BANGKOK – It’s not yet clear whether Thailand’s credit-rating is at risk from its multi-billion dollar rice subsidy program, but its credibility is already taking a beating.
Government officials Friday struggled to explain the extent of potential losses from the subsidy program after Moody’s Investors Service on Monday warned that losses from the subsidy could threaten Thailand’s stable Baa1 rating. Commerce Minister Boonsong Teriyapirom told a news conference that the losses from the two-and-a-half-year-old subsidy are lower than the 260 billion baht or $8.8 billion figure leaked to local media, but conceded that it is too soon to say what the actual figure is.
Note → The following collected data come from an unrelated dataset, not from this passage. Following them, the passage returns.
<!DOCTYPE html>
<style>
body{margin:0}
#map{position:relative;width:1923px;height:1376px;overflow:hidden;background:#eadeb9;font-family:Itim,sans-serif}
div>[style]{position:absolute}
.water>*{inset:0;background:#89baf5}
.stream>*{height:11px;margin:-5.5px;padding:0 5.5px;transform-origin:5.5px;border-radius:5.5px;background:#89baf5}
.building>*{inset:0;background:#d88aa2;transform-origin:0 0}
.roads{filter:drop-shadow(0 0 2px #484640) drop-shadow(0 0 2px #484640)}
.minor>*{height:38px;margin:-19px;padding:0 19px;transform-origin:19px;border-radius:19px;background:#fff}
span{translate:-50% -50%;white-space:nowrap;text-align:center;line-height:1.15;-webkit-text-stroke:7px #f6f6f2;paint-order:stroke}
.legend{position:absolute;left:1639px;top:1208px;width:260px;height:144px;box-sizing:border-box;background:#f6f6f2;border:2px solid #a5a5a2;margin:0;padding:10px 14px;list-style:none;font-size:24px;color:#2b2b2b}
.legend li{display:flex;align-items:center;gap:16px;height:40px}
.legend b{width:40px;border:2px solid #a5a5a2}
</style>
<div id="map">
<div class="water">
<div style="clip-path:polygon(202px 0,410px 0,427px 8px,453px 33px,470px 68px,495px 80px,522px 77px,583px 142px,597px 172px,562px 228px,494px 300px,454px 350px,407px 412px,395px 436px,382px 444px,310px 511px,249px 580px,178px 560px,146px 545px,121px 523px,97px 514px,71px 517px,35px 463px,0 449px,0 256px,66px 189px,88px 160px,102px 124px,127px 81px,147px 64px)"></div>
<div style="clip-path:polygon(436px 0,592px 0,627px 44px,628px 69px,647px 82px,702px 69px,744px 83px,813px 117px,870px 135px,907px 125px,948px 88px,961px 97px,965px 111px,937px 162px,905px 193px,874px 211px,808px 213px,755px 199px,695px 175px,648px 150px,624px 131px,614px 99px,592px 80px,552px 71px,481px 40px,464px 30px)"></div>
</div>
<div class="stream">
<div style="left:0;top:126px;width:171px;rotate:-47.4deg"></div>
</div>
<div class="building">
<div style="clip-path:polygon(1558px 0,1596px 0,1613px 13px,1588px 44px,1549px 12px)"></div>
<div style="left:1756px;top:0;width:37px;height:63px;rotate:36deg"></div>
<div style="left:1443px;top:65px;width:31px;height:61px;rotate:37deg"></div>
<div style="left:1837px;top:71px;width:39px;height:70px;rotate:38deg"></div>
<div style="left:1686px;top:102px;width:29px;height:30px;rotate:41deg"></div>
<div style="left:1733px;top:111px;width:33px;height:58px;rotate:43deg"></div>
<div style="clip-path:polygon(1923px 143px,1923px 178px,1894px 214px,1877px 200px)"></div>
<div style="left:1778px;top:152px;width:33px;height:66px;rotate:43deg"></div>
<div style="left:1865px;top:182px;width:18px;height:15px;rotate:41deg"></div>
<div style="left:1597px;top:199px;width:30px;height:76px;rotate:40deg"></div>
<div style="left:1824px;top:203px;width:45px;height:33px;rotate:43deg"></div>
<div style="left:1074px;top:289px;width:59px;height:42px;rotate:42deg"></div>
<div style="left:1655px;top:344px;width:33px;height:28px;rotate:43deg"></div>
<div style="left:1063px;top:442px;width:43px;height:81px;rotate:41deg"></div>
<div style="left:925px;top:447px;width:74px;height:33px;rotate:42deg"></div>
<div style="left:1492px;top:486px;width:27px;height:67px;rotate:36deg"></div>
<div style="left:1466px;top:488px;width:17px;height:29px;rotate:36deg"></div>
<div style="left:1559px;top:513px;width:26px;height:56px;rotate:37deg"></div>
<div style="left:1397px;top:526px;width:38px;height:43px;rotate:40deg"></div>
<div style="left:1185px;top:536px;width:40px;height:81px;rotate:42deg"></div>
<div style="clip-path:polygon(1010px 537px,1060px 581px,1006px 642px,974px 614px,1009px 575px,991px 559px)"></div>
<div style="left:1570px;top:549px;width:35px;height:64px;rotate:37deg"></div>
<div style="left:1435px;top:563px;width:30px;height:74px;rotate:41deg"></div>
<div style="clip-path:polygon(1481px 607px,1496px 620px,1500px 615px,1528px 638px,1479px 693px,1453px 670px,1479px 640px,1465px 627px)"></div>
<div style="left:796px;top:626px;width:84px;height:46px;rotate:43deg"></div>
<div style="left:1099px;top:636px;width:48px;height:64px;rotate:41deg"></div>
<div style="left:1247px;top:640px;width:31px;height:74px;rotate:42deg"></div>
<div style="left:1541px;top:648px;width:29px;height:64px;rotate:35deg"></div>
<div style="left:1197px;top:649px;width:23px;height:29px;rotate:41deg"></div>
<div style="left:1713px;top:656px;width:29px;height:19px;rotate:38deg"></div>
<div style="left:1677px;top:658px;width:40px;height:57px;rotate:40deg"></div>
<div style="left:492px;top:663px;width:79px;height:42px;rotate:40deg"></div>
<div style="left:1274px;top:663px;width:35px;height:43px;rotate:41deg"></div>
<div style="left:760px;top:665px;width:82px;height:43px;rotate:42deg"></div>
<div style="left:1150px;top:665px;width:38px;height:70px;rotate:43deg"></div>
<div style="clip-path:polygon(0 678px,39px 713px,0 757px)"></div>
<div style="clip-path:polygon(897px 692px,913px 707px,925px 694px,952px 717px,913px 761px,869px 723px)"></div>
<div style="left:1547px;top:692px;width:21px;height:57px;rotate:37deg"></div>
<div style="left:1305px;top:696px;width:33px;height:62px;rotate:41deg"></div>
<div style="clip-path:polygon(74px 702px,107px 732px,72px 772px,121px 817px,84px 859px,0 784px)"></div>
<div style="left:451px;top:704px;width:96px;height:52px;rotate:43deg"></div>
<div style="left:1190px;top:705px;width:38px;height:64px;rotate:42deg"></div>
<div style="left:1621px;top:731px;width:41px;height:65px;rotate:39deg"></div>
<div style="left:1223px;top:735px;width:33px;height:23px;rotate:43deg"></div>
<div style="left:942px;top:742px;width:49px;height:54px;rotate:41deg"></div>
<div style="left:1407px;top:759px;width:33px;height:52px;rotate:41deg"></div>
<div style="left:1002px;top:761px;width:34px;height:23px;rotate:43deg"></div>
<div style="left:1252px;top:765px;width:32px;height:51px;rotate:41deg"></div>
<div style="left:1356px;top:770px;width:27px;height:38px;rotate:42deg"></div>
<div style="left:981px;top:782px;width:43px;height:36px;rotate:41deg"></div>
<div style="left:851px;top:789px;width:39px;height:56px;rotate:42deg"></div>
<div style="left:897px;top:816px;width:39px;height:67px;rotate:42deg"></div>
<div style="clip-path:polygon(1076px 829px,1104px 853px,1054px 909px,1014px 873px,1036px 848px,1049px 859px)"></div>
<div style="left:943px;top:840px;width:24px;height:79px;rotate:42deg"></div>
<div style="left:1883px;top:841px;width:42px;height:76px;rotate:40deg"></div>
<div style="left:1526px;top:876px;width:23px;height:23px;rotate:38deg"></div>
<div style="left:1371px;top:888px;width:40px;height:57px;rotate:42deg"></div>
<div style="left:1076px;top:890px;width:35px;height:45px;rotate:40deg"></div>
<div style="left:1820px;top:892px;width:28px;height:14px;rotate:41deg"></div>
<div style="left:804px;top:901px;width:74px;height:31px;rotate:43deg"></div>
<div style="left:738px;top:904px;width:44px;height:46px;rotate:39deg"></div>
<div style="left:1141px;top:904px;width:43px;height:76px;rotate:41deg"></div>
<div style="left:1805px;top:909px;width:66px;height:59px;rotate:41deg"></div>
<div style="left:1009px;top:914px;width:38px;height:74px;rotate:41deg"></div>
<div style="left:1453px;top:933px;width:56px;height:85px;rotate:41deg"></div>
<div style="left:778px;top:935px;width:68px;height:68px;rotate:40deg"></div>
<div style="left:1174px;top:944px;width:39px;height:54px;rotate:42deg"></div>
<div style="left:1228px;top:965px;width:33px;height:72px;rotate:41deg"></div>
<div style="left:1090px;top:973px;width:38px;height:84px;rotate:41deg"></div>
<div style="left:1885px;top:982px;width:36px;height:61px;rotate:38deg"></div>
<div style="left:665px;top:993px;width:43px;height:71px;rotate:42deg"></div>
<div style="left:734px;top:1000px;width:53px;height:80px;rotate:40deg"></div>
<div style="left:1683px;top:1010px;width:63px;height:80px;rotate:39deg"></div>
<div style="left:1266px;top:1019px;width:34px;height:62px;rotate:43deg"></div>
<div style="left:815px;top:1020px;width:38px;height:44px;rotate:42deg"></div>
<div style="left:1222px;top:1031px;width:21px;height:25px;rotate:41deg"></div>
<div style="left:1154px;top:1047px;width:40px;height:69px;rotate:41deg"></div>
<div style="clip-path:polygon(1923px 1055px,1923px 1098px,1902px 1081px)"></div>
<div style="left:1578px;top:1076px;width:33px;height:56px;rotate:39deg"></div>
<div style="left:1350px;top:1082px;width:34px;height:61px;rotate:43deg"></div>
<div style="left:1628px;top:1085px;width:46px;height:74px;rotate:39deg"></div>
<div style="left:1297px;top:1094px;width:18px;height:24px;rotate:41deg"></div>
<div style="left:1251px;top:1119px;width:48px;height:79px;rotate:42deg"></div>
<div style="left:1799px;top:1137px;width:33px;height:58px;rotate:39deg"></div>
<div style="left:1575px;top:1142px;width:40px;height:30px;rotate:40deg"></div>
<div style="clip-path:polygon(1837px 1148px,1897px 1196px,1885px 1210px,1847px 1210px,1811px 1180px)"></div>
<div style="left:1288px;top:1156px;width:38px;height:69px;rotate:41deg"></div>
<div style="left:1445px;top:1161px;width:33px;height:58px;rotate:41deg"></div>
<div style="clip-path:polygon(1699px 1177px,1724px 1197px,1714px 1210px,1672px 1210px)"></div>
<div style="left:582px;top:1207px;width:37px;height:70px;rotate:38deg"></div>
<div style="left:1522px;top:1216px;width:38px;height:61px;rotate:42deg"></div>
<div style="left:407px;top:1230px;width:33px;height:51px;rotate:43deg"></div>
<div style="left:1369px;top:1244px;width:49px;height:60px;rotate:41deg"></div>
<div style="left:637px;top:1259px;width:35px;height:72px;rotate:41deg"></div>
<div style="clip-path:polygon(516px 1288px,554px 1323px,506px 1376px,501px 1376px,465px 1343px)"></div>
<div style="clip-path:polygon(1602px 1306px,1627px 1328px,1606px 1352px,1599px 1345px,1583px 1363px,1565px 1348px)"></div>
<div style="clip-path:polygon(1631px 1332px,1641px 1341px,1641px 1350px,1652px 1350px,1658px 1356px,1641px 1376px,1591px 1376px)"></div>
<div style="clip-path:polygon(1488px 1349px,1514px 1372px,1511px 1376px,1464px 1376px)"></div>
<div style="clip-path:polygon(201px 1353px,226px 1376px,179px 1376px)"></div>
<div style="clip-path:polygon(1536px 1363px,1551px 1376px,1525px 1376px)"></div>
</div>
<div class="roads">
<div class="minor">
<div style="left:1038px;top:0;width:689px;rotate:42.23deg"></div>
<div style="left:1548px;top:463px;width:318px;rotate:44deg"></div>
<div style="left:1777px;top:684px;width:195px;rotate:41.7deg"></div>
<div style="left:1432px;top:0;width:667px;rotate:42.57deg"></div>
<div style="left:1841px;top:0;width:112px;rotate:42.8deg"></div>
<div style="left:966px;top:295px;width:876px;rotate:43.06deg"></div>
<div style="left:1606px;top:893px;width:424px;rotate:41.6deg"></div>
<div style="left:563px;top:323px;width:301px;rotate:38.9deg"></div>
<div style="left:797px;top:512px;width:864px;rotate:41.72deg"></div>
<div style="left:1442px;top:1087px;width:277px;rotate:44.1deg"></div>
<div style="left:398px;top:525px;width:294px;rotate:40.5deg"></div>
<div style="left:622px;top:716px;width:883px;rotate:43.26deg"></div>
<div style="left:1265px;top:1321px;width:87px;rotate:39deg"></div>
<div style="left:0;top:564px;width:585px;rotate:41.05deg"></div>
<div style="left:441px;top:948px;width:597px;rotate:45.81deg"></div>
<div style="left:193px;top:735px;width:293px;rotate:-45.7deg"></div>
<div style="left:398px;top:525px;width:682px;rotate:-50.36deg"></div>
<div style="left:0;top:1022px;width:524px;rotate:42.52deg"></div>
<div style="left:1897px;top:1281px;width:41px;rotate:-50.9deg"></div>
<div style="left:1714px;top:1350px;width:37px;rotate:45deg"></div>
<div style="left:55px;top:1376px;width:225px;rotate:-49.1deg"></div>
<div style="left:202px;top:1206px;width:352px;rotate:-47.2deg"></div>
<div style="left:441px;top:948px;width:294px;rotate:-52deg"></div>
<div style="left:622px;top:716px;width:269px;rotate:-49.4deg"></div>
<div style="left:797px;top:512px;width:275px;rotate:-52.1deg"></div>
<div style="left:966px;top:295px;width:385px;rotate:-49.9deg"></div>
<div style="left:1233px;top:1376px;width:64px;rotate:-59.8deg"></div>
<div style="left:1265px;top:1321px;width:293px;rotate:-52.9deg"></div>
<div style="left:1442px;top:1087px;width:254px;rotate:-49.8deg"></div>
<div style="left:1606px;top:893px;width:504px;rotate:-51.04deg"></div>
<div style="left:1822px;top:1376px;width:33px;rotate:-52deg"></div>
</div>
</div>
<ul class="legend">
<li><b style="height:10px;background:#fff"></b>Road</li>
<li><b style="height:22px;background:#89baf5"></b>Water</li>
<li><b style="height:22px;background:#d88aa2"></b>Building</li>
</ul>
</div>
Analysts say the amount could be substantial, though. The United States Department of Agriculture estimates that the Thai government is holding 17 million ton of milled rice in its warehouses for which the government paid around $13 billion – the equivalent of 85% of the country’s annual rice output.
The problem is selling it. Prime Minister Yingluck Shinawatra’s government introduced the subsidy in 2011 to boost rural incomes, gambling that as the world’s largest rice exporter at the time Thailand would be able to drive up global prices, too.
Instead, rival exporters such as Vietnam and India stepped up production while key importers such as the Philippines increased their output in a long-standing bid to improve food security.
The result: Vietnam and India are selling rice at around $150 to $170 a ton less than the $530 that Thailand charges for similar grades of rice, making it difficult for the country to shift its massive stockpiles without incurring a politically embarrassing loss.
Analysts say the situation could get worse. India and Vietnam continue eating into what previously was a Thai-dominated market. Thai exports of milled rice fell 17% on year in April, while total exports in 2012 were down 34% from 2011.
“The current situation of high stocks may not only persist but even worsen in the next few months unless Thailand accepts lower prices,” said Darren Cooper, senior economist at the London-based International Grains Council.
The cost of storing the rice is growing, too, providing fresh ammunition for Thailand’s opposition Democrat Party, which has repeatedly criticized the rice subsidy. The Public Warehousing Organization says it costs 300 million baht or around $10 million a month to maintain Thailand’s rice stockpile in mint condition, and the agency is seeking another 2 billion baht from the government to store it for another year.
The Thai media, meanwhile, is also growing increasingly impatient with the government’s apparent difficulty with coming up with the figures to explain the situation, further raising the pressure on Ms. Yingluck’s administration.
Reporters repeatedly interrupted government officials at speaking at a news conference at the Commerce Ministry on Friday.
After a half hour of reassurances over how beneficial the rice subsidy program is, one Thai journalist said, “Seriously, a few days have passed [since the Moody’s report] and this is all you can tell us: Nothing?”
Others repeatedly yelled out “How much is the loss?” before officials quickly brought the event to an end.
Government officials said Finance Minister Kittiratt Na-Ranong will now study the issue, stirring speculation that authorities might have a better idea of what’s going on by Tuesday’s weekly Cabinet meeting.